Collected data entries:
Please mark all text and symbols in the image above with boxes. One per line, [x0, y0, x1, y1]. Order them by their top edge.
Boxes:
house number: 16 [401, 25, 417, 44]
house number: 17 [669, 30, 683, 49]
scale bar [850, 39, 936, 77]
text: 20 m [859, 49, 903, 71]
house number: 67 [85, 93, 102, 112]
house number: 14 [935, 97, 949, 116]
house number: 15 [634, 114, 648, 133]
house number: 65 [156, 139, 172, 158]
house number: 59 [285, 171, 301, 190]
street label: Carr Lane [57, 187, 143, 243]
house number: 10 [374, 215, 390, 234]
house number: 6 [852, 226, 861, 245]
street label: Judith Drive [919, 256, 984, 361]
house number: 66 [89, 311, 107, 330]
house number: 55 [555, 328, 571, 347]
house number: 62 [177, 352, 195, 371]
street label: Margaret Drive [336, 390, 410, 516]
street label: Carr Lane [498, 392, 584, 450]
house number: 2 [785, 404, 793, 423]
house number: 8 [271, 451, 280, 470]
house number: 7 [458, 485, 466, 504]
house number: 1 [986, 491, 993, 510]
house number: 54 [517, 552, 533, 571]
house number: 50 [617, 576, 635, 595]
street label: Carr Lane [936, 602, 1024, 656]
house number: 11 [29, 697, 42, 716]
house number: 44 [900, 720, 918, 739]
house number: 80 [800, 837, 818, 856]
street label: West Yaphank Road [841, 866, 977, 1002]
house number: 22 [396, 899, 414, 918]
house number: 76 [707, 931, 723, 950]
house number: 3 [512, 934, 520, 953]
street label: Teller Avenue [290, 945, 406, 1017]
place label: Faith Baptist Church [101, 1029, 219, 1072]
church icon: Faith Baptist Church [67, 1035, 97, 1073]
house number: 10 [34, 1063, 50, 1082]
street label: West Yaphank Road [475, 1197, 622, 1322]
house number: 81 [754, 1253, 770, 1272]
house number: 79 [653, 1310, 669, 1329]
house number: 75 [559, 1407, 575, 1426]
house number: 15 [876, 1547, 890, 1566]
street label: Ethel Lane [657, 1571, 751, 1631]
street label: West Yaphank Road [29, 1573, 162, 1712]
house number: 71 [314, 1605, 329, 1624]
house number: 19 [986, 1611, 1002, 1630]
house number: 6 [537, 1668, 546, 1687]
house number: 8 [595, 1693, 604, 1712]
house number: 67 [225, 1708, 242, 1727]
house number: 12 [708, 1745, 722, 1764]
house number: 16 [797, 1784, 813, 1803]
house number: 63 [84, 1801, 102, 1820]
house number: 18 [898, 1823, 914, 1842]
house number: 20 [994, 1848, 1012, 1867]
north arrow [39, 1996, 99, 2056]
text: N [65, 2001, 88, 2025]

Work instructions >>
Each entry should be retyped exactly as given.

Result for this exercise >>
Please mark all text and symbols in the image above with boxes. One per line, [x0, y0, x1, y1]. Order them by their top edge.
Boxes:
house number: 16 [401, 25, 417, 44]
house number: 17 [669, 30, 683, 49]
scale bar [850, 39, 936, 77]
text: 20 m [859, 49, 903, 71]
house number: 67 [85, 93, 102, 112]
house number: 14 [935, 97, 949, 116]
house number: 15 [634, 114, 648, 133]
house number: 65 [156, 139, 172, 158]
house number: 59 [285, 171, 301, 190]
street label: Carr Lane [57, 187, 143, 243]
house number: 10 [374, 215, 390, 234]
house number: 6 [852, 226, 861, 245]
street label: Judith Drive [919, 256, 984, 361]
house number: 66 [89, 311, 107, 330]
house number: 55 [555, 328, 571, 347]
house number: 62 [177, 352, 195, 371]
street label: Margaret Drive [336, 390, 410, 516]
street label: Carr Lane [498, 392, 584, 450]
house number: 2 [785, 404, 793, 423]
house number: 8 [271, 451, 280, 470]
house number: 7 [458, 485, 466, 504]
house number: 1 [986, 491, 993, 510]
house number: 54 [517, 552, 533, 571]
house number: 50 [617, 576, 635, 595]
street label: Carr Lane [936, 602, 1024, 656]
house number: 11 [29, 697, 42, 716]
house number: 44 [900, 720, 918, 739]
house number: 80 [800, 837, 818, 856]
street label: West Yaphank Road [841, 866, 977, 1002]
house number: 22 [396, 899, 414, 918]
house number: 76 [707, 931, 723, 950]
house number: 3 [512, 934, 520, 953]
street label: Teller Avenue [290, 945, 406, 1017]
place label: Faith Baptist Church [101, 1029, 219, 1072]
church icon: Faith Baptist Church [67, 1035, 97, 1073]
house number: 10 [34, 1063, 50, 1082]
street label: West Yaphank Road [475, 1197, 622, 1322]
house number: 81 [754, 1253, 770, 1272]
house number: 79 [653, 1310, 669, 1329]
house number: 75 [559, 1407, 575, 1426]
house number: 15 [876, 1547, 890, 1566]
street label: Ethel Lane [657, 1571, 751, 1631]
street label: West Yaphank Road [29, 1573, 162, 1712]
house number: 71 [314, 1605, 329, 1624]
house number: 19 [986, 1611, 1002, 1630]
house number: 6 [537, 1668, 546, 1687]
house number: 8 [595, 1693, 604, 1712]
house number: 67 [225, 1708, 242, 1727]
house number: 12 [708, 1745, 722, 1764]
house number: 16 [797, 1784, 813, 1803]
house number: 63 [84, 1801, 102, 1820]
house number: 18 [898, 1823, 914, 1842]
house number: 20 [994, 1848, 1012, 1867]
north arrow [39, 1996, 99, 2056]
text: N [65, 2001, 88, 2025]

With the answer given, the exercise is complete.